As the GOP primaries heat up, and the 2012 election quickly approaches, the Obama reelection campaign has reportedly decided to focus all of its attention on the economy. Perhaps three years of being hammered by Republicans for poor job growth and high unemployment prompted this supposed change of focus.
“We’re seeing continuing high levels of unemployment. We see home values declining; foreclosures remain at record levels,” said former Massachusetts Gov. Mitt Romney, concluding that Obama “has failed in the job he was elected to do.” And Romney’s not the only high-profile GOP candidate to attack President Obama on the economy. All of them have.
Therefore, because the Obama administration would like to see a repeat of the 2008 election, don’t expect to see feel-good messages like “Hope and Change.” Get ready for the dawn of “Fair Shot.”
As Christi Parsons and David Lauter of McClatchy-Tribune News Service point out, the Obama administration, up until this point, has relied mostly on the “It Could Be Worse” tactic while defending its economic initiatives. However, for all the obvious reason, strategists in the Obama camp don’t think this message will go far with the average American. They decided they needed something more proactive and endearing to voters.
So, what’s the new campaign theme? Parsons and Lautner report:
…increasingly, Obama and his aides have switched to a longer view, trying to focus attention on what they portray as the president’s defense of the middle class…The theme of giving the middle class a “fair shot” potentially works against whoever survives the demolition derby among the Republican hopefuls…The “fair shot” theme also provides a more positive message than previous Obama formulations, which some analysts saw as harder-edged attacks on the wealthy [Editor's note: admittedly, “fair shot” has a nicer ring to it than “punish our enemies"].

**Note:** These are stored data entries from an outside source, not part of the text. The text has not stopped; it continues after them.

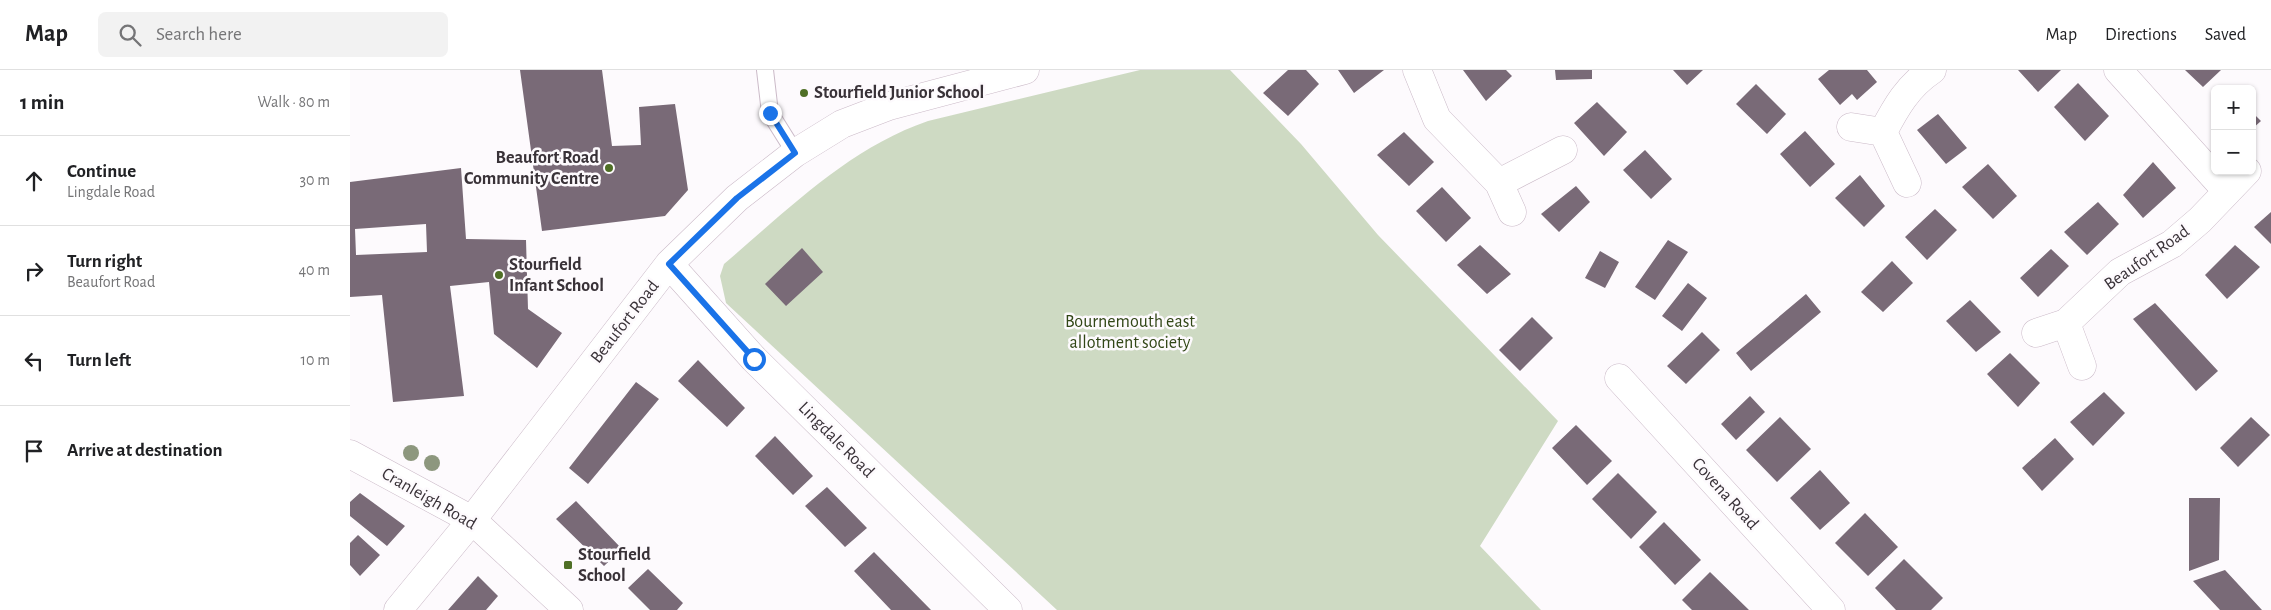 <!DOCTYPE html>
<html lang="en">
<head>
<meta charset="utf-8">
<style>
  :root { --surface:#fff; --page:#f2f2f2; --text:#202124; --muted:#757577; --line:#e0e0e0 }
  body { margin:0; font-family:"Alegreya Sans",sans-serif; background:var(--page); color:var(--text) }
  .controls { position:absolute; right:15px; top:15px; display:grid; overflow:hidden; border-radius:8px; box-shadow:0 1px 4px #0004 }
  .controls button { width:45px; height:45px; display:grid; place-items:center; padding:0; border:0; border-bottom:1px solid var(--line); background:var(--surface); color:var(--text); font:25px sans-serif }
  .stop { position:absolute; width:15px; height:15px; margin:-11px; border:4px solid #1a73e8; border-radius:50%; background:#fff }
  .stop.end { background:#1a73e8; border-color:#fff; box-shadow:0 1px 5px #0008 }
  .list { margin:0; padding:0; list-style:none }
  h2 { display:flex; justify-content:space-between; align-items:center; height:65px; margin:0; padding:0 20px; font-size:21px }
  h2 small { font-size:16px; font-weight:400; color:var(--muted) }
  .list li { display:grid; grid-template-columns:32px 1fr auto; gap:15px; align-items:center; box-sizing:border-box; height:90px; padding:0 20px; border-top:1px solid var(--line) }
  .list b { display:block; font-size:19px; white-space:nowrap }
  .list p { margin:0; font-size:16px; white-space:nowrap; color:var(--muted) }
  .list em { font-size:16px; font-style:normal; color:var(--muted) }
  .icon { flex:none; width:28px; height:28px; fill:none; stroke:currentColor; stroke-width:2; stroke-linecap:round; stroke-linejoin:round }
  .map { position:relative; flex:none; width:1921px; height:540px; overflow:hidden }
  header { display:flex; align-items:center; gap:30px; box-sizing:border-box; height:70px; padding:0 25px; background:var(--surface); border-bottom:1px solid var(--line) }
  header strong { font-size:24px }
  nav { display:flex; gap:28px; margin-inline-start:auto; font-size:18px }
  .search { width:350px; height:45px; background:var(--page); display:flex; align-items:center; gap:12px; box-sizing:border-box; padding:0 18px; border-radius:8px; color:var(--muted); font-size:19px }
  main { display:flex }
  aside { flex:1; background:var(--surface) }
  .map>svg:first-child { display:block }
  .green { fill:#cedac3 }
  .building { fill:#796a77; fill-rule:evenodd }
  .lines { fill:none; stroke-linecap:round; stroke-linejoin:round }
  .service-casing { stroke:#cbbac8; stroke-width:18 }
  .minor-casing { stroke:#cbbac8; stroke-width:29 }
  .tertiary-casing { stroke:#cbbac8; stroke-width:29 }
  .service { stroke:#fff; stroke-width:16 }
  .minor { stroke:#fff; stroke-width:28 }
  .tertiary { stroke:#fff; stroke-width:28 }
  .tree { fill:#8d977e }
  .route { stroke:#1a73e8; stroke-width:6 }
  .poi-dot { fill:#4f6f26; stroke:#fdfafd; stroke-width:2 }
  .labels { text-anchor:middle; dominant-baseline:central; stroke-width:5; stroke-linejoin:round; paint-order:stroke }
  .poi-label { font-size:18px; font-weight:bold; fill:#393238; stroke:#fdfafd; text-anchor:start }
  .street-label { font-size:18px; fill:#393238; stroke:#fdfafd }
  .park-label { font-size:18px; fill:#314616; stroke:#fdfafd }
</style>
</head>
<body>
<header>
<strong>Map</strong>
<div class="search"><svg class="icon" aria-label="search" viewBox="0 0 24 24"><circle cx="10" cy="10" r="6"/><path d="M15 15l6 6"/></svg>Search here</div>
<nav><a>Map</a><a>Directions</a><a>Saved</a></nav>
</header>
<main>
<aside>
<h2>1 min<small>Walk · 80 m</small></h2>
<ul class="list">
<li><svg class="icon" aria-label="ahead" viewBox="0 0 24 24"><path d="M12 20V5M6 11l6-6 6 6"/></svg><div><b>Continue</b><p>Lingdale Road</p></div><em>30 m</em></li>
<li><svg class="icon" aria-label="right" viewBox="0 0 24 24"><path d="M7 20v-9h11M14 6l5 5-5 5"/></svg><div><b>Turn right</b><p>Beaufort Road</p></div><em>40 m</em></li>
<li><svg class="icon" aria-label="left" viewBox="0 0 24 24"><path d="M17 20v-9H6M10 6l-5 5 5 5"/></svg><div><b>Turn left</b></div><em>10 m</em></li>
<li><svg class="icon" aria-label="arrive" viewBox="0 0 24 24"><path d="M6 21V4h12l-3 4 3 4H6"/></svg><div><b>Arrive at destination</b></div></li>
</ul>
</aside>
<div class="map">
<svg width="1921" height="540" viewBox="0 0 1921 540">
  <rect width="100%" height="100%" fill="#fdfafd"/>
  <path class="green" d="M790 0H880L951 74 1028 165 1208 351 1130 476 1191 540H707L376 233 370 206 374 194C438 140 497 79 578 51Z"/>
  <path class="building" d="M170 0H252L262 76 291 75 289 37 325 34 338 120 315 146 192 161Z
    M938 0H956L969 14 938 46 913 23Z
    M988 0H1034L1004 23Z
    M1113 0H1156L1162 6 1136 31Z
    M1205 0H1242V9L1206 10Z
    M1323 0H1353L1337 15Z
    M1479 0H1517L1527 12 1507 30 1502 24 1490 35 1468 9Z
    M1668 0H1711L1688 22Z
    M1835 0H1871L1853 17Z
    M1728 13 1759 46 1735 71 1704 37Z
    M1406 14 1436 44 1417 64 1386 34Z
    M1247 32 1277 62 1254 86 1224 53Z
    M1902 42 1911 51 1902 59Z
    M1588 44 1617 78 1596 94 1567 60Z
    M1455 61 1485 94 1460 117 1430 84Z
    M1054 62 1084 92 1059 116 1027 85Z
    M1295 80 1322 109 1301 129 1273 100Z
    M1803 92 1826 118 1793 148 1773 125Z
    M1638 94 1667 126 1643 149 1612 117Z
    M111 98 116 169 176 170 178 239 212 263 187 298 144 264 139 212 100 216 114 326 43 332 32 225 0 227V112ZM76 154 77 182 6 185 5 159Z
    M1510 105 1535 136 1514 157 1485 128Z
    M1226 116 1240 132 1209 162 1191 144Z
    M1092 117 1121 148 1096 172 1066 141Z
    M1748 132 1769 154 1737 185 1714 162Z
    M1585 139 1607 160 1577 190 1555 167Z
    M1921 142V174L1904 157Z
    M1318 170 1338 182 1305 230 1285 217Z
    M1130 175 1161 204 1137 224 1107 195Z
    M1885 175 1910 197 1877 229 1855 205Z
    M452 178 473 202 436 236 415 214Z
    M1701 179 1719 196 1688 227 1670 208Z
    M1250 181 1269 192 1255 218 1235 208Z
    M1542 191 1563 213 1533 242 1511 222Z
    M1338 213 1357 228 1332 261 1312 246Z
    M1456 224 1471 242 1401 301 1386 283Z
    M1620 230 1651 262 1626 282 1596 251Z
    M1805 233 1868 301 1846 321 1783 249Z
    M1182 247 1203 268 1170 301 1149 280Z
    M1352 262 1370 280 1336 314 1317 296Z
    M1660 283 1690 313 1668 337 1637 304Z
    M348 290 395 338 377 357 328 311Z
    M286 312 309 329 238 414 219 398Z
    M1754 322 1775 343 1743 376 1720 352Z
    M1400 326 1415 342 1386 370 1371 354Z
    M1430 347 1461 379 1427 412 1396 380Z
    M1901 347 1920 365 1888 397 1870 378Z
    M1226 355 1262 391 1237 415 1202 378Z
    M425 366 463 406 443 425 405 386Z
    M1705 368 1724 389 1692 421 1672 398Z
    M1470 400 1500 433 1470 460 1440 428Z
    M1268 403 1307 442 1281 469 1242 429Z
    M477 417 517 458 495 477 455 436Z
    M10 423 55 456 37 476 0 446V432Z
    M1839 428H1870L1869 490 1839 501Z
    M226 431 272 479 254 496 206 449Z
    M1515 443 1548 477 1518 506 1485 473Z
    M1314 452 1351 490 1325 515 1289 477Z
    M8 465 30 485 10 506 0 495V473Z
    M524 482 581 540H541L504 501Z
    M1554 489 1593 528 1581 540H1546L1525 518Z
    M298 499 333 533 327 540H300L278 518Z
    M1875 500 1912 540H1870L1843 511Z
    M1360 502 1399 540H1342L1332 530Z
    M128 506 148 526 136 540H98Z"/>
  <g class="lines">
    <g class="service-casing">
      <path id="service" d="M415 0 420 43 445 83"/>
    </g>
    <g class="minor-casing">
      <path id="minor" d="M1067 0 1087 49 1149 113 1213 80
        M1768 0 1876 120
        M1501 57 1533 62
        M1149 113 1162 142
        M1557 113 1533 62C1546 37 1558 16 1582 0
        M319 194 404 289 658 540
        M1686 263 1716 253
        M1732 296 1716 253 1770 202 1822 174 1850 150 1897 101
        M1269 308 1481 540
        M122 450 319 194 387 128 445 83 492 54 539 36 675 0"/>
    </g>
    <g class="tertiary-casing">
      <path id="tertiary" d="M0 384 122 450 219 540
        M48 540 122 450"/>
    </g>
    <use href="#service" class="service"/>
    <use href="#minor" class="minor"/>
    <use href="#tertiary" class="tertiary"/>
  </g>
  <g class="tree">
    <circle cx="61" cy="383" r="8"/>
    <circle cx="82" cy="393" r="8"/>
  </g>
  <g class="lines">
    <path class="route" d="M404 289 319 194 387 128 445 83 420 43"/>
  </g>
  <g class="poi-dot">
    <circle cx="454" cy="23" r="5"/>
    <circle cx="259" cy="98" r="5"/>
    <circle cx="149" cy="205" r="5"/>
    <rect x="213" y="490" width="10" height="10" rx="2.5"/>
  </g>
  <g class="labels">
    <g class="poi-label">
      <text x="464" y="23">Stourfield Junior School</text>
      <text x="249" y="88" text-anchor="end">Beaufort Road<tspan x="249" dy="21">Community Centre</tspan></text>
      <text x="159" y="195">Stourfield<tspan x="159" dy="21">Infant School</tspan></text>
      <text x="228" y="485">Stourfield<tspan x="228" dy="21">School</tspan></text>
    </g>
    <g class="street-label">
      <text transform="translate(1797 188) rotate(-35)">Beaufort Road</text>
      <text transform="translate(275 252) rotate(-52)">Beaufort Road</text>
      <text transform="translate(486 370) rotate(45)">Lingdale Road</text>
      <text transform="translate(1375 424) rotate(48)">Covena Road</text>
      <text transform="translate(79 429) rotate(30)">Cranleigh Road</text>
    </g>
    <g class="park-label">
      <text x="780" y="252">Bournemouth east<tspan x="780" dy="21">allotment society</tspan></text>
    </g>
  </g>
</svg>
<div class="controls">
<button>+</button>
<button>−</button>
</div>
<div class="stop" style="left:404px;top:289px"></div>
<div class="stop end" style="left:420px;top:43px"></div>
</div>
</main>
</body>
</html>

It’s about “defending the middle class” and giving them a “fair shot.”
“This isn’t just about recovering from this recession,” said a senior adviser to Obama, “This is about saving the middle class from a decline that’s been going on for three decades.”
The president’s “Teddy Roosevelt” speech at Osawatomie, KS., earlier this year marked the beginning of his “Defenders of the Middle Class” campaign strategy. You can expect to hear a lot more of this type of rhetoric, especially during his upcoming State of the Union address.
“It’s a much stronger position than where he was before,” said Democratic pollster Stanley Greenberg. Talking about the “state of the middle class” connects with voters in a way that discussing the “state of the recovery” doesn’t, he said.
Not surprisingly, some analysts have labeled this new strategy as “class warfare” and have accused the president of continuing to “duck the nation’s problem of creating jobs.” But despite these criticisms, “Defenders of the Middle Class” is the theme the campaign has settled on and they’re going to stick to it.
“Obama set the stage for the new approach this fall as he told friends that he felt a need to deliver a speech that would look at the nation’s economic troubles from a ‘higher altitude,’” reports Parsons and Lautner.
Democratic strategists believe that there are two benefits to this new campaign theme. First, they believe there is a large audience (Occupy Wherever) that will take an instant liking to the message. Second, they believe ”Republicans have played into their argument by first backing tax cuts for the wealthy and then balking at a payroll tax cut aimed at the middle class,” writes Parsons and Lautner.
“The social Darwinism, the trickle-down economics – these are just not working for this country,” said David Axelrod. “The president’s vision was a very distinct vision from what the Republicans are offering.”